**Work instructions**
Only one stretch of the listing below is wanted. Give it again exactly, from the line with "position:relative; width:1474px; height:1460px;" through the line with "translate:-50% -50%; white-space:nowrap;".

**Dataset records**
- Opening Delimiter -

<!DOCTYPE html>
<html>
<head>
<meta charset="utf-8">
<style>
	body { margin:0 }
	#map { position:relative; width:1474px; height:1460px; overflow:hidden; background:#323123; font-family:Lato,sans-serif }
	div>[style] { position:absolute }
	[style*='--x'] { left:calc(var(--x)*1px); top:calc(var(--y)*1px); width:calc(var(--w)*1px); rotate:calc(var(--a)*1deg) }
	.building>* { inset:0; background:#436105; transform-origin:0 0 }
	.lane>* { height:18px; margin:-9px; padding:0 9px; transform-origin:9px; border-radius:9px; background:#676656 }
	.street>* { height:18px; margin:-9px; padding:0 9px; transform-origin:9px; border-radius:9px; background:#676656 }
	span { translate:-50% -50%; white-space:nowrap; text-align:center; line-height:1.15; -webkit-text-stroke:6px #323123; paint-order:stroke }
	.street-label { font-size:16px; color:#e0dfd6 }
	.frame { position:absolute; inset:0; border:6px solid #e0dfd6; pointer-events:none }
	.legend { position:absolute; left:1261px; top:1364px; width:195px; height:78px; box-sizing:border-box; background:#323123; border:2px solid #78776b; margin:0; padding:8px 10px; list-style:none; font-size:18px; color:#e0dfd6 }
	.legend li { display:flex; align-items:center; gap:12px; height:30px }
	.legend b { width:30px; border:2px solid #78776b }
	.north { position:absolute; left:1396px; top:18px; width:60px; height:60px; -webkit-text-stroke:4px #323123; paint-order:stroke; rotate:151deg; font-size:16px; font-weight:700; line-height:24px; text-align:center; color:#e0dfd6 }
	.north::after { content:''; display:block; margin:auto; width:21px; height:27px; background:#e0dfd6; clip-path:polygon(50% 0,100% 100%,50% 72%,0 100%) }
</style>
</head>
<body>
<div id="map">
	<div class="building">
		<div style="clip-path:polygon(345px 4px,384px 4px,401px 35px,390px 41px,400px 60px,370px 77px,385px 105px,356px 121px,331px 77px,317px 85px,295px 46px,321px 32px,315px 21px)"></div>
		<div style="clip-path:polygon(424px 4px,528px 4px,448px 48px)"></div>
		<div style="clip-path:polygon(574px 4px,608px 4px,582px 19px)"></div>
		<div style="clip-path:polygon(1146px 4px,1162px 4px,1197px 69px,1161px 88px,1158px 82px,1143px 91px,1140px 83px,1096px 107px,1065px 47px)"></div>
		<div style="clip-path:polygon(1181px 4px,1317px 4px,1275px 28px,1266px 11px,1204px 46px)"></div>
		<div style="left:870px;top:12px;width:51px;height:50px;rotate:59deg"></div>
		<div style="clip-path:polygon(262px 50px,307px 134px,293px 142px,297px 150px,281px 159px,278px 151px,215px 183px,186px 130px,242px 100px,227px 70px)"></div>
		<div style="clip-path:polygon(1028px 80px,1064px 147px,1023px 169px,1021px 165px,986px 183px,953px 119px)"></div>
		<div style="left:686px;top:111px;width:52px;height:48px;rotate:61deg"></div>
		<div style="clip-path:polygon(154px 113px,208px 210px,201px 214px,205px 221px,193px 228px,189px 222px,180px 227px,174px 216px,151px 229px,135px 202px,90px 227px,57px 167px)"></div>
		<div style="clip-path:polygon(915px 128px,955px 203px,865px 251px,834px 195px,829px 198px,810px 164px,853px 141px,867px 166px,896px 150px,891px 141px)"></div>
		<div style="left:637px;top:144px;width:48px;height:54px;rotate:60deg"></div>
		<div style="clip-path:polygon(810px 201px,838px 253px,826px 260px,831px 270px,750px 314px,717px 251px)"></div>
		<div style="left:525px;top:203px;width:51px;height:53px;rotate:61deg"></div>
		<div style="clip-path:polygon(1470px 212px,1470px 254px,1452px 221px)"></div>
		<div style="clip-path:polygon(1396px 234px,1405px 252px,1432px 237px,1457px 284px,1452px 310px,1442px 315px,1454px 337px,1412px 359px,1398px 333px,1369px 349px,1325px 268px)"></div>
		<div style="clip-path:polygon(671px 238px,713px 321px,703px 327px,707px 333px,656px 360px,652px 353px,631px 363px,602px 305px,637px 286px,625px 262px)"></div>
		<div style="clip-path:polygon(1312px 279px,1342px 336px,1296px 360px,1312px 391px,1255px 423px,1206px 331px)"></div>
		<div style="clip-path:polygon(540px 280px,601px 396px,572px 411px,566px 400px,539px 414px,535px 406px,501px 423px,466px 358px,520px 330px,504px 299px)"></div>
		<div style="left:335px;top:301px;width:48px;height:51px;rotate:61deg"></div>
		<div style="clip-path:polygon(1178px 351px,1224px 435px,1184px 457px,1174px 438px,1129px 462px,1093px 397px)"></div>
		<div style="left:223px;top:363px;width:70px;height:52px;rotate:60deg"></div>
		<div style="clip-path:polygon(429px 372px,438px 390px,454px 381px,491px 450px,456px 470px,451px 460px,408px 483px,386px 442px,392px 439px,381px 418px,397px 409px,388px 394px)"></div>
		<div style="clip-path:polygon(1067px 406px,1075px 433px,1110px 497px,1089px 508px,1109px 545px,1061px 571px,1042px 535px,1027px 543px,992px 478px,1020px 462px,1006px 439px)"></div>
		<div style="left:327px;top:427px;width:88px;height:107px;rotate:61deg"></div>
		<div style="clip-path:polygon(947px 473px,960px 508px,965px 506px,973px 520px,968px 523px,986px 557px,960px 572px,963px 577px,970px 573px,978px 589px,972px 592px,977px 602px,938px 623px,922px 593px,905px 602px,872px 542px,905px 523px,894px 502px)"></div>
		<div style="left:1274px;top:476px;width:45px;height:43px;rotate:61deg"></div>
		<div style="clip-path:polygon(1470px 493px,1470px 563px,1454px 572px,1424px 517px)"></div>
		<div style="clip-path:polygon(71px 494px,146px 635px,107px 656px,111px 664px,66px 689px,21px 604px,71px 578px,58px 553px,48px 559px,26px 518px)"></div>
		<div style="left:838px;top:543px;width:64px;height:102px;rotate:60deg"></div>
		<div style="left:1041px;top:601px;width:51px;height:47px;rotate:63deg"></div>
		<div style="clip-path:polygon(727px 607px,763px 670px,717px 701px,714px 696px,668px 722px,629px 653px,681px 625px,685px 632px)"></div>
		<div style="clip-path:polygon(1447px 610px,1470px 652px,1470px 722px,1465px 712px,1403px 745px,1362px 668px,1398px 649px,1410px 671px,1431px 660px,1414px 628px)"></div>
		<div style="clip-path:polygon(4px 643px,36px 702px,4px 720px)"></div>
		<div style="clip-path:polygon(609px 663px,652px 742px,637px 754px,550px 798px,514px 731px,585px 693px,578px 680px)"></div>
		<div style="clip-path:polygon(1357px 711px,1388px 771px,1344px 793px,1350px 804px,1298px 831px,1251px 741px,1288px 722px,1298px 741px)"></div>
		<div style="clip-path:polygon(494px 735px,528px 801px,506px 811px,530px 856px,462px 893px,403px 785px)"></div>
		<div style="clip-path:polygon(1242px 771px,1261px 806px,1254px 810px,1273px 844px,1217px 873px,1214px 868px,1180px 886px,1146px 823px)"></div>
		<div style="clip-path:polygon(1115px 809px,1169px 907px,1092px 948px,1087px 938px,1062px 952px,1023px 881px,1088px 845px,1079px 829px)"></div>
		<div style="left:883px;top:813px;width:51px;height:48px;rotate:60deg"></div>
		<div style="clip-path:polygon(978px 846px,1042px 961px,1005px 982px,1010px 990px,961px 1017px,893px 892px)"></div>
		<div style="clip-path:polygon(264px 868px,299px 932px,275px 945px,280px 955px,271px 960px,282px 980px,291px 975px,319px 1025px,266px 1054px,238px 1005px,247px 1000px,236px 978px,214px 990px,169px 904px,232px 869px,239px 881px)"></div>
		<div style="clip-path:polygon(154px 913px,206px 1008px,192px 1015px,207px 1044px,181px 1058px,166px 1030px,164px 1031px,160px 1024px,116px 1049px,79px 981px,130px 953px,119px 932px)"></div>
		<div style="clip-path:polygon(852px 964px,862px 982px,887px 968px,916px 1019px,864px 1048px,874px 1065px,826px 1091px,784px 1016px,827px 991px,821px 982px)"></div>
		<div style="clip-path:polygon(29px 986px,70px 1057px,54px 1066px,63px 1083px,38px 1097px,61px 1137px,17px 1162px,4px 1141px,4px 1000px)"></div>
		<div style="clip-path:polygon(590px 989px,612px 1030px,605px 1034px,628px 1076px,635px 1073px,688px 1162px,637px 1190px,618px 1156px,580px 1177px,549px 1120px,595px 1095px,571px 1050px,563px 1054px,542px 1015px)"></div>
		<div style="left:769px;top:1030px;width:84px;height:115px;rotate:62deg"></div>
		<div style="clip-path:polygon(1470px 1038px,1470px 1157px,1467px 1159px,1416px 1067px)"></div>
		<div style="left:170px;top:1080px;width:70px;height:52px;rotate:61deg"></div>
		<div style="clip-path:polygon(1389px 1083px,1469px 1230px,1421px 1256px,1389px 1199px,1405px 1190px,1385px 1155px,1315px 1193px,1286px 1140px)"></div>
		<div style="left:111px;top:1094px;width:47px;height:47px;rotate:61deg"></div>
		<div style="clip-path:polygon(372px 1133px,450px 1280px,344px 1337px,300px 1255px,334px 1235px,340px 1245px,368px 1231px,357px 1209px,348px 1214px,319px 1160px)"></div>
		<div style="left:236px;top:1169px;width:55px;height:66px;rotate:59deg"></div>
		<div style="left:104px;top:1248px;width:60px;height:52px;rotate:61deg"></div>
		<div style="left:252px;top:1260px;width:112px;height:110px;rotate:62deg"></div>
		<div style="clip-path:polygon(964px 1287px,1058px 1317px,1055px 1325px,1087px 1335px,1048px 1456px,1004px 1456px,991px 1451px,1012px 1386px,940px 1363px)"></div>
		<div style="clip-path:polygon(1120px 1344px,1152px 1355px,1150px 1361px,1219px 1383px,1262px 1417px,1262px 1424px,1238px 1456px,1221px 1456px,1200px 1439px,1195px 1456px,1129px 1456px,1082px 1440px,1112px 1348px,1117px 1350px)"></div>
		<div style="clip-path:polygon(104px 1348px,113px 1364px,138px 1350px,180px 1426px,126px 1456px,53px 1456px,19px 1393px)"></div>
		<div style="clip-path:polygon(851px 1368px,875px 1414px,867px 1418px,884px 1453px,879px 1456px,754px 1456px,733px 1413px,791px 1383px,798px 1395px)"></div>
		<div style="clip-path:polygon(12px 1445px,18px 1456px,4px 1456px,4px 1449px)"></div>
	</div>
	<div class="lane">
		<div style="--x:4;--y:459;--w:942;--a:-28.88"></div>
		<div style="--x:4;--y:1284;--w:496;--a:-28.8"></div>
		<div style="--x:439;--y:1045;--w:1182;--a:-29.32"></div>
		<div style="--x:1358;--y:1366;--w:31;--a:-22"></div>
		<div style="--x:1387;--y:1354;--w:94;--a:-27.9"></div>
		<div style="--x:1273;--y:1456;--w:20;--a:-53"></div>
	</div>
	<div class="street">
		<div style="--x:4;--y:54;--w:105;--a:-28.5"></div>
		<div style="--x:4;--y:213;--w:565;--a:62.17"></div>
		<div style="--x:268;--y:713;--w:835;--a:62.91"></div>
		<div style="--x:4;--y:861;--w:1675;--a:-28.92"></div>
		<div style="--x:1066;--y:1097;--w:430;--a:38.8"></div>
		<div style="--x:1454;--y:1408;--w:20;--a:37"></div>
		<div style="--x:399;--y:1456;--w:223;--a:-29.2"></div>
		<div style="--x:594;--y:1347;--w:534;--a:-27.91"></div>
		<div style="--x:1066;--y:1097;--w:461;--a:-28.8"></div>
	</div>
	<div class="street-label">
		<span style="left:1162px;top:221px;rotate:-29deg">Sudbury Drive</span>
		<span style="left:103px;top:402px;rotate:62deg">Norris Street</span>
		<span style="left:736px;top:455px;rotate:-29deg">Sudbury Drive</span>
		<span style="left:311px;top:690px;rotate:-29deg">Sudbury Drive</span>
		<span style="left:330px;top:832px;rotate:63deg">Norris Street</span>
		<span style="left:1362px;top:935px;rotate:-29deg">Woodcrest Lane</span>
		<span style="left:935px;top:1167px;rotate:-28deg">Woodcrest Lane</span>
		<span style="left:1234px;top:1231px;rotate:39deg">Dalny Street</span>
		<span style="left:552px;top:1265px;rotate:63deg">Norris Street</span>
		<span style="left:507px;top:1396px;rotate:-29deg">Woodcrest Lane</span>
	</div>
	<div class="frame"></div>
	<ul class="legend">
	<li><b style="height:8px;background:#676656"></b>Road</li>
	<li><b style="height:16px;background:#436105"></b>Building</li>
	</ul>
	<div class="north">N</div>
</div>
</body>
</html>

- Closing Delimiter -

**Output**
	#map { position:relative; width:1474px; height:1460px; overflow:hidden; background:#323123; font-family:Lato,sans-serif }
	div>[style] { position:absolute }
	[style*='--x'] { left:calc(var(--x)*1px); top:calc(var(--y)*1px); width:calc(var(--w)*1px); rotate:calc(var(--a)*1deg) }
	.building>* { inset:0; background:#436105; transform-origin:0 0 }
	.lane>* { height:18px; margin:-9px; padding:0 9px; transform-origin:9px; border-radius:9px; background:#676656 }
	.street>* { height:18px; margin:-9px; padding:0 9px; transform-origin:9px; border-radius:9px; background:#676656 }
	span { translate:-50% -50%; white-space:nowrap; text-align:center; line-height:1.15; -webkit-text-stroke:6px #323123; paint-order:stroke }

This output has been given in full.